ECEESPE2025 ePoster Presentations Pituitary, Neuroendocrinology and Puberty (220 abstracts)
1Hospital 12 de Octubre, Endocrinology and Nutrition Service, Madrid, Spain; 2Hospital 12 de Octubre, Psychiatric Service, Madrid, Spain; 3Hospital 12 de Octubre, Thoracic Surgery Service, Madrid, Spain; 4Hospital 12 de Octubre, Anatomic Pathology Service, Madrid, Spain; 5Hospital 12 de Octubre, Nuclear Medicine Service, Madrid, Spain.
JOINT3540
Introduction: Cushings syndrome (CS) is a rare disease, with 1015% of cases caused by ectopic ACTH secretion. Clinical presentation ranges from mild to severe hypercortisolism with high mortality. The etiology includes well-differentiated neuroendocrine tumors (NETs) or undifferentiated tumors, complicating diagnosis and management. A multidisciplinary approach and advanced diagnostic techniques are essential. This case highlights the complexity of early diagnosis, comprehensive management, global support, and prolonged evaluation.
Objective: To describe a case of ACTH-dependent ectopic CS, emphasizing the integration of diagnostic methods and the importance of a multidisciplinary approach.

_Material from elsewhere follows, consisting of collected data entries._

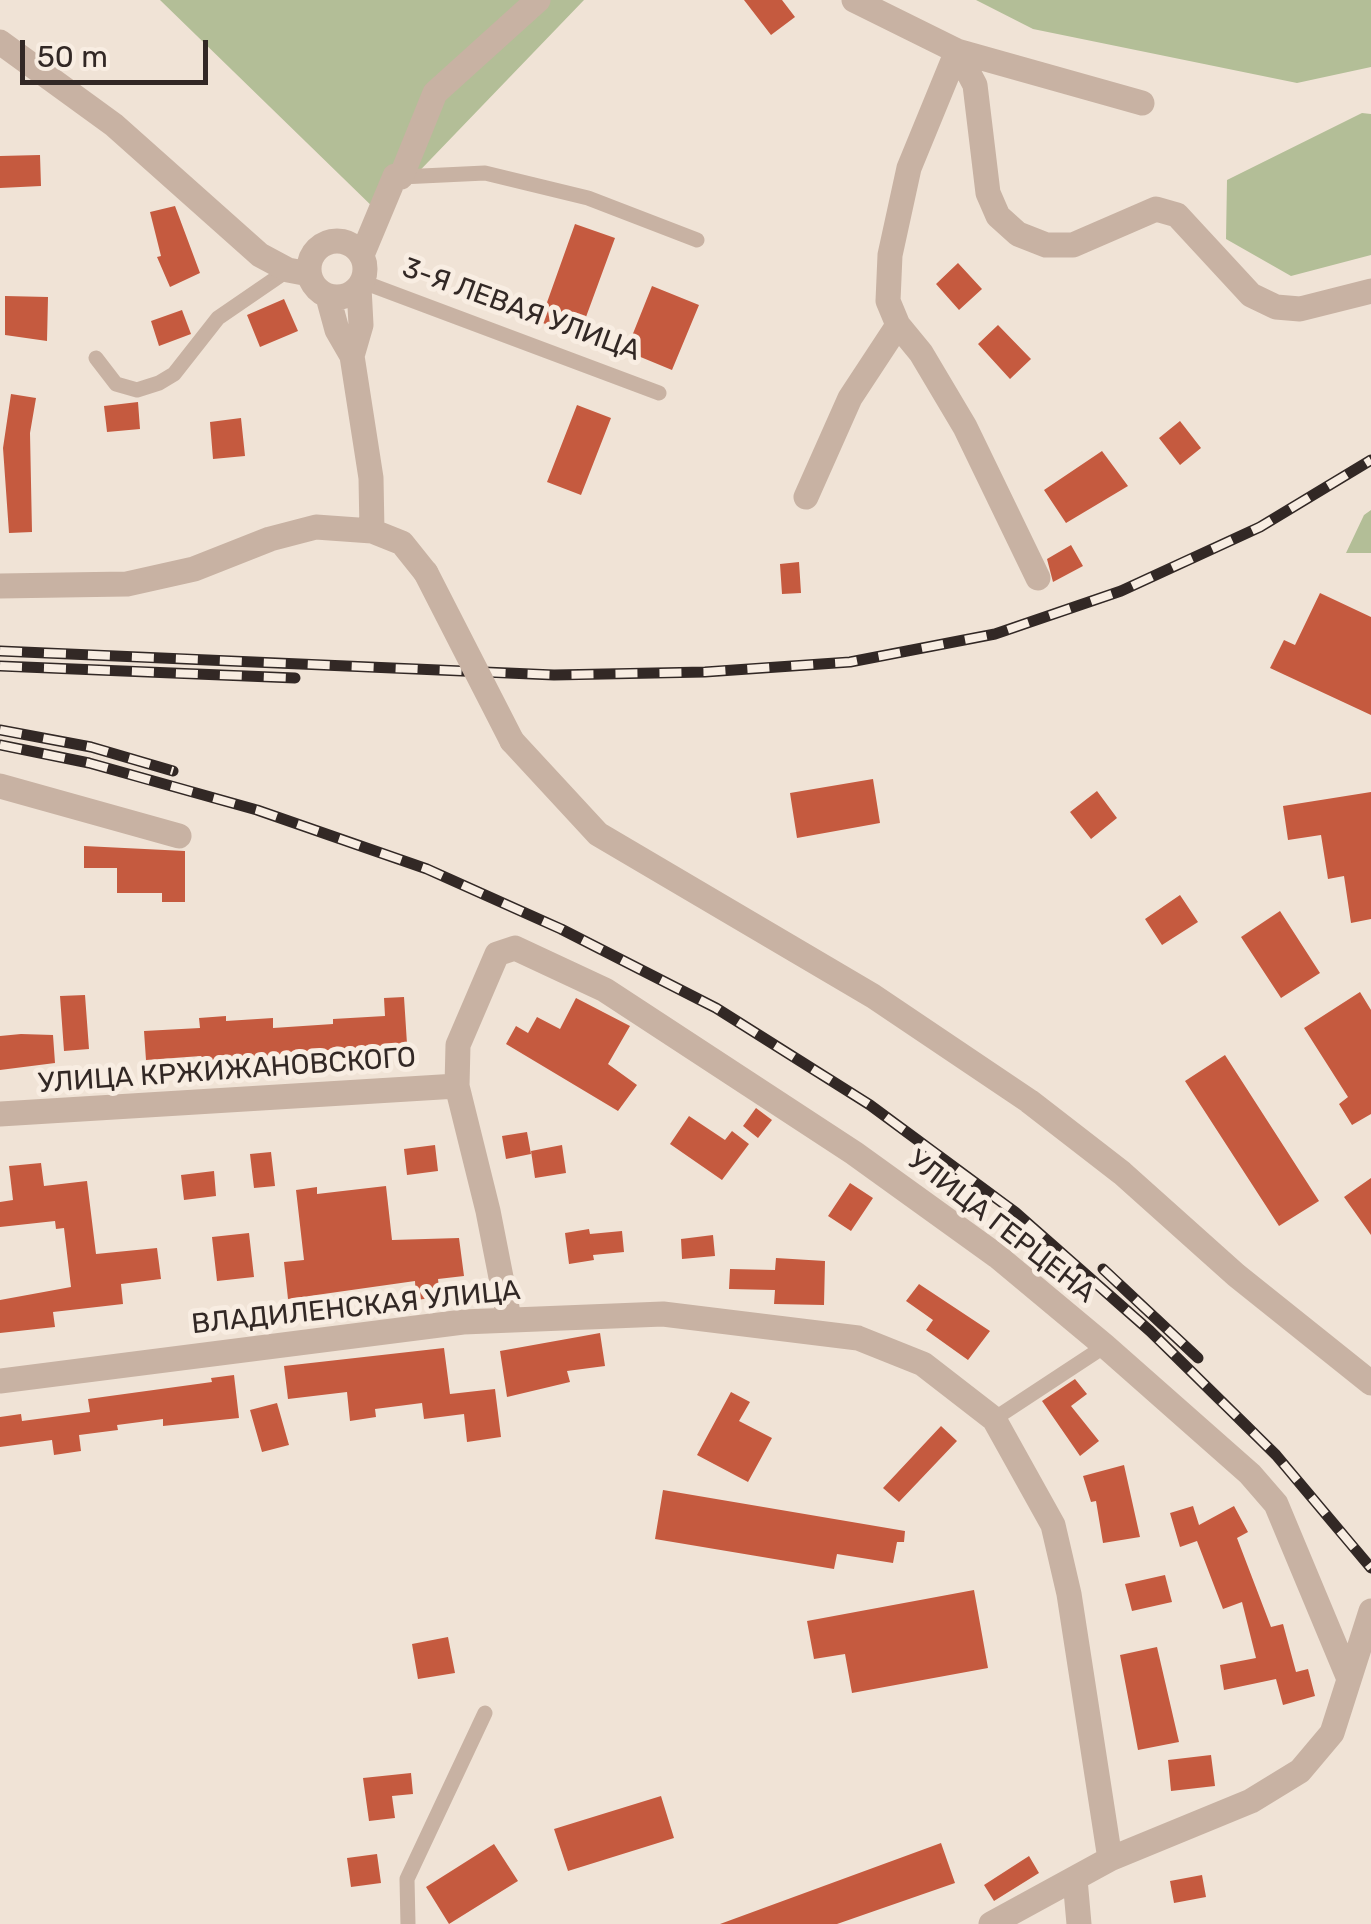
<!DOCTYPE html>
<meta charset="utf-8">
<style>
body{margin:0}
#map{position:relative;width:1371px;height:1924px;overflow:hidden;background:#f0e3d6;font-family:Rubik,sans-serif}
canvas{display:block}
.scale{position:absolute;left:20px;top:40px;width:188px;height:45px;box-sizing:border-box;border:5px solid #322825;border-top:0;padding-left:12px;font-size:30px;line-height:35px;white-space:nowrap;color:#322825;-webkit-text-stroke:8px #f8ede2;paint-order:stroke}
</style>
<div id="map">
<canvas width="1371" height="1924"></canvas>
<div class="scale">50 m</div>
</div>
<script>
const ctx = document.querySelector('canvas').getContext('2d');
ctx.lineJoin = 'round';
function fillPath(path, color) { ctx.fillStyle = color; ctx.fill(path, 'evenodd'); }
const shape = rows => new Path2D(rows.map(r => 'M' + r).join(''));
function stroke(path, color, width, dash) { ctx.strokeStyle = color; ctx.lineWidth = width; ctx.lineCap = dash ? 'butt' : 'round'; ctx.setLineDash(dash || []); ctx.stroke(path); }
function drawText(font, color, halo, rows, align = 'center') {
  ctx.font = font + ' Rubik,sans-serif'; ctx.lineWidth = 10; ctx.setLineDash([]); ctx.textBaseline = 'middle'; ctx.strokeStyle = halo; ctx.fillStyle = color; for (const [text, x, y, turn = 0] of rows) {
    ctx.save(); ctx.translate(x, y); ctx.rotate((+turn || 0) * Math.PI / 180); ctx.textAlign = isNaN(turn) ? turn : align; if (halo) ctx.strokeText(text, 0, 0); ctx.fillText(text, 0, 0); ctx.restore();
  }
}
fillPath(shape([
 [160,0,584,0,379,213],
 [976,0,1371,0,1371,67,1297,83,1033,29],
 [1362,113,1371,114,1371,255,1291,276,1226,239,1227,180],
 [1371,510,1371,553,1346,553,1364,515]
]), '#b3be97');
fillPath(shape([
 [744,0,782,0,795,17,771,35],
 [40,155,41,186,0,188,0,156],
 [175,206,200,273,170,287,157,257,161,256,150,212],
 [575,224,615,238,579,336,540,322],
 [958,263,982,289,959,310,936,284],
 [652,286,699,305,672,370,626,351],
 [5,296,48,297,47,341,5,335],
 [284,299,298,331,260,347,247,315],
 [182,310,191,334,159,346,151,321],
 [998,325,1031,359,1010,379,978,344],
 [11,394,36,398,30,433,32,532,9,533,3,448],
 [138,402,140,429,107,432,104,406],
 [577,405,611,418,581,495,547,482],
 [241,418,245,456,213,459,210,422],
 [1180,421,1201,448,1180,465,1159,438],
 [1102,451,1128,486,1066,523,1044,490],
 [1071,545,1083,566,1053,582,1047,559],
 [799,562,801,593,782,594,780,564],
 [1320,593,1371,617,1371,715,1270,668,1284,640,1295,645],
 [873,779,880,823,797,838,790,793],
 [1097,791,1117,818,1091,839,1070,812],
 [1371,792,1371,919,1351,923,1344,876,1328,879,1321,835,1288,840,1283,806],
 [84,846,185,851,185,902,162,902,162,893,117,893,117,868,84,868],
 [1180,895,1198,922,1162,945,1145,919],
 [1280,911,1320,973,1281,998,1241,937],
 [1360,992,1371,1010,1371,1114,1352,1125,1339,1104,1348,1097,1304,1028],
 [85,995,89,1049,64,1051,60,996],
 [404,997,407,1044,202,1061,201,1056,146,1060,144,1031,200,1028,199,1018,226,1016,226,1021,273,1018,273,1028,333,1024,333,1019,385,1016,384,998],
 [576,998,630,1026,608,1064,637,1085,618,1111,506,1044,516,1026,528,1033,537,1017,560,1029],
 [21,1034,53,1035,55,1063,0,1070,0,1036],
 [1225,1055,1319,1201,1279,1226,1185,1081],
 [756,1108,772,1120,758,1138,743,1126],
 [689,1116,725,1140,732,1131,749,1144,722,1180,670,1144],
 [527,1132,531,1154,506,1159,502,1136],
 [435,1145,438,1171,407,1175,404,1149],
 [562,1145,566,1173,535,1178,531,1151],
 [271,1152,275,1186,254,1188,250,1154],
 [41,1163,44,1186,87,1181,96,1254,157,1248,161,1279,121,1284,123,1304,53,1312,55,1327,0,1333,0,1300,71,1287,64,1228,56,1229,55,1221,0,1227,0,1202,13,1200,9,1166],
 [214,1171,216,1196,184,1200,181,1175],
 [1371,1178,1371,1235,1344,1197],
 [850,1183,873,1198,851,1231,828,1216],
 [386,1186,392,1240,459,1238,464,1276,438,1279,440,1297,416,1300,415,1281,288,1299,284,1262,304,1260,296,1190,317,1187,317,1194],
 [589,1229,590,1234,622,1231,624,1252,593,1255,594,1260,569,1264,565,1233],
 [249,1233,254,1277,217,1281,212,1237],
 [713,1235,715,1256,682,1259,681,1239],
 [776,1258,825,1261,824,1305,774,1304,775,1290,729,1289,730,1269,775,1270],
 [919,1284,990,1331,968,1360,926,1330,933,1320,906,1301],
 [600,1333,605,1366,567,1371,570,1382,507,1397,500,1351],
 [444,1348,450,1394,495,1389,501,1437,467,1442,464,1414,424,1419,422,1403,375,1409,376,1417,350,1421,347,1392,288,1399,284,1366],
 [234,1375,239,1418,163,1426,163,1419,117,1425,118,1430,79,1435,81,1451,54,1455,52,1440,0,1447,0,1417,21,1414,22,1421,90,1412,88,1399,212,1382,211,1378],
 [1075,1379,1087,1394,1071,1406,1099,1441,1080,1456,1042,1401],
 [731,1392,750,1402,739,1421,772,1438,748,1482,697,1455],
 [277,1403,289,1445,262,1452,250,1410],
 [941,1426,957,1441,899,1502,883,1488],
 [1124,1465,1140,1537,1103,1543,1096,1501,1091,1502,1083,1476],
 [663,1490,905,1531,904,1542,897,1542,893,1563,837,1554,834,1569,655,1539],
 [1193,1506,1199,1525,1234,1506,1248,1532,1237,1538,1271,1627,1283,1624,1296,1672,1308,1669,1315,1696,1283,1705,1276,1679,1224,1690,1220,1665,1256,1658,1242,1602,1223,1609,1197,1541,1180,1547,1170,1513],
 [1165,1575,1172,1602,1132,1611,1125,1584],
 [974,1590,988,1668,852,1693,845,1654,814,1659,807,1621],
 [448,1637,455,1673,418,1679,412,1644],
 [1157,1647,1179,1742,1138,1750,1120,1655],
 [1211,1755,1215,1786,1171,1791,1168,1760],
 [411,1773,413,1794,392,1796,395,1818,369,1821,363,1778],
 [661,1796,674,1838,568,1871,554,1829],
 [941,1843,955,1883,837,1924,720,1924],
 [494,1844,518,1881,449,1924,426,1887],
 [377,1854,381,1883,351,1887,347,1858],
 [1029,1856,1039,1873,994,1901,984,1885],
 [1202,1875,1206,1897,1174,1903,1170,1881]
]), '#c55a3f');
stroke(shape([
 [401,177,485,173,588,198,697,240],
 [363,282,659,393],
 [96,358,116,384,137,390,159,383,174,374,218,318,288,270],
 [994,1419,1105,1346],
 [408,1924,407,1879,485,1713]
]), '#c8b2a3', 15);
stroke(shape([
 [854,0,957,51,1142,103],
 [0,42,114,125,260,255,288,270,309,274],
 [957,51,975,85,988,193,998,216,1018,234,1046,245,1073,245,1156,209,1177,215,1251,295,1276,307,1300,309,1371,291],
 [957,51,909,168,890,255,888,301,898,325,921,353,965,427,1038,578],
 '309 269a28 28 0 1 1 56 0a28 28 0 1 1-56 0Z',
 [362,255,395,176,401,177,435,93,538,0],
 [359,287,361,325,352,356,371,478,372,531,402,543,426,573],
 [328,297,337,330,352,356],
 [806,497,850,398,898,325],
 [0,586,127,584,194,569,270,539,316,527,372,531],
 [512,741,598,834,873,996,1029,1101,1122,1173,1236,1275,1371,1383],
 [0,786,179,836],
 [0,1114,457,1086],
 [509,1318,488,1211,457,1086,458,1045,497,954,515,948,605,990,854,1153,997,1256,1105,1346,1250,1474,1276,1504,1349,1679],
 [0,1381,463,1322,663,1314,858,1338,923,1364,994,1419,1053,1525,1069,1594,1110,1859],
 [1075,1879,1079,1924],
 [991,1924,1110,1859,1251,1801,1300,1771,1332,1733,1371,1611]
]), '#c8b2a3', 25);
const rail = shape([
 [0,651,554,675,705,672,850,662,995,634,1121,591,1260,527,1371,460],
 [0,666,295,678],
 [0,730,91,747,173,771],
 [0,745,89,763,257,810,427,869,561,929,716,1008,870,1105,1015,1212,1150,1331,1276,1455,1371,1568],
 [1103,1269,1198,1358]
]);
stroke(rail, '#322825', 11);
stroke(rail, '#f8ede2', 8, [22]);
stroke(shape([
 [426,573,512,741]
]), '#c8b2a3', 25);
drawText('28px', '#322825', '#f8ede2', [
 ["3-Я ЛЕВАЯ УЛИЦА",521,310,20],
 ["УЛИЦА КРЖИЖАНОВСКОГО",227,1071,-4],
 ["УЛИЦА ГЕРЦЕНА",1001,1227,38],
 ["ВЛАДИЛЕНСКАЯ УЛИЦА",356,1308,-6]
]);
</script>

Case Report: A 34 year-old male with a history of anxiety-depressive disorder and progressive obesity was admitted for Fourniers gangrene requiring secondary intention wound closure. He developed severe hypokalemia (2.5mEq/l)resistant to treatment, new-onset Diabetes Mellitus (HbA1c 8.2%) requiring insulin therapy, and fluctuating psychiatric symptoms, including mutism and treatment refusal. PE revealed moon facies, dorsal fat pad, central obesity, violaceous abdominal striae, and significant proximal muscle weakness with generalized sarcopenia. CS was suspected and confirmed by endocrinological evaluation: - 24-hour urinary free cortisol: 3672.0µg/24h (normal 13-75µg/24h). - Serum cortisol: 22.80µg/dl (normal 5-25µg/dl). - Plasma ACTH: 89.95pg/ml (normal 10-50pg/ml). - Late-night salivary cortisol: 3.170µg/dl (normal <0.208µg/dl). Given the hypercortisolism severity, ectopic ACTH secretion was suspected.
Clinical Course: The patient was transferred to the ICU for hypokalemia management and psychiatric stabilization. Treatment with metyrapone and ketoconazole was initiated, rapidly escalating doses with a block-and-replace strategy using hydrocortisone. Spironolactone was added for hypokalemia and hypertension control. Thromboprophylaxis with heparin and antibiotic prophylaxis with TMP-SMX were implemented. Thoracoabdominopelvic CT revealed a 10×15mm pulmonary nodule in the left lower lobe. 68Ga-DOTATOC PET/CT confirmed a high-uptake pulmonary nodule (SUVmax21.9), suggesting SSTR overexpression without metastases. A multidisciplinary team recommended surgery after hypercortisolism control. Nutritional support with high-protein supplements and rehabilitation were initiated. Following hypercortisolism control and clinical stabilization, left lower lobectomy was performed. Pathology confirmed a typical G1 pulmonary NET (WHO2021), 2cm in size, with clear surgical margins (Ki-67 1.7%). A supradiaphragmatic lymph node revealed metastatic typical carcinoid NET G1 with extracapsular extension (Ki-67 2.1%), pT1bN2. Immunohistochemistry was positive for TTF1, INSM1, chromogranin, synaptophysin, ACTH, and SSTR. Surgery allowed cessation of hypercortisolism treatment, where psychiatric symptoms corrected and Fourniers gangrene healed.
Conclusions: A multidisciplinary approach is essential for diagnosing and treating NET-associated CS. Advanced techniques such as 68Ga-DOTATOC PET/CT are crucial for early diagnosis. Management of complications are fundamental to successful treatment and patient recovery.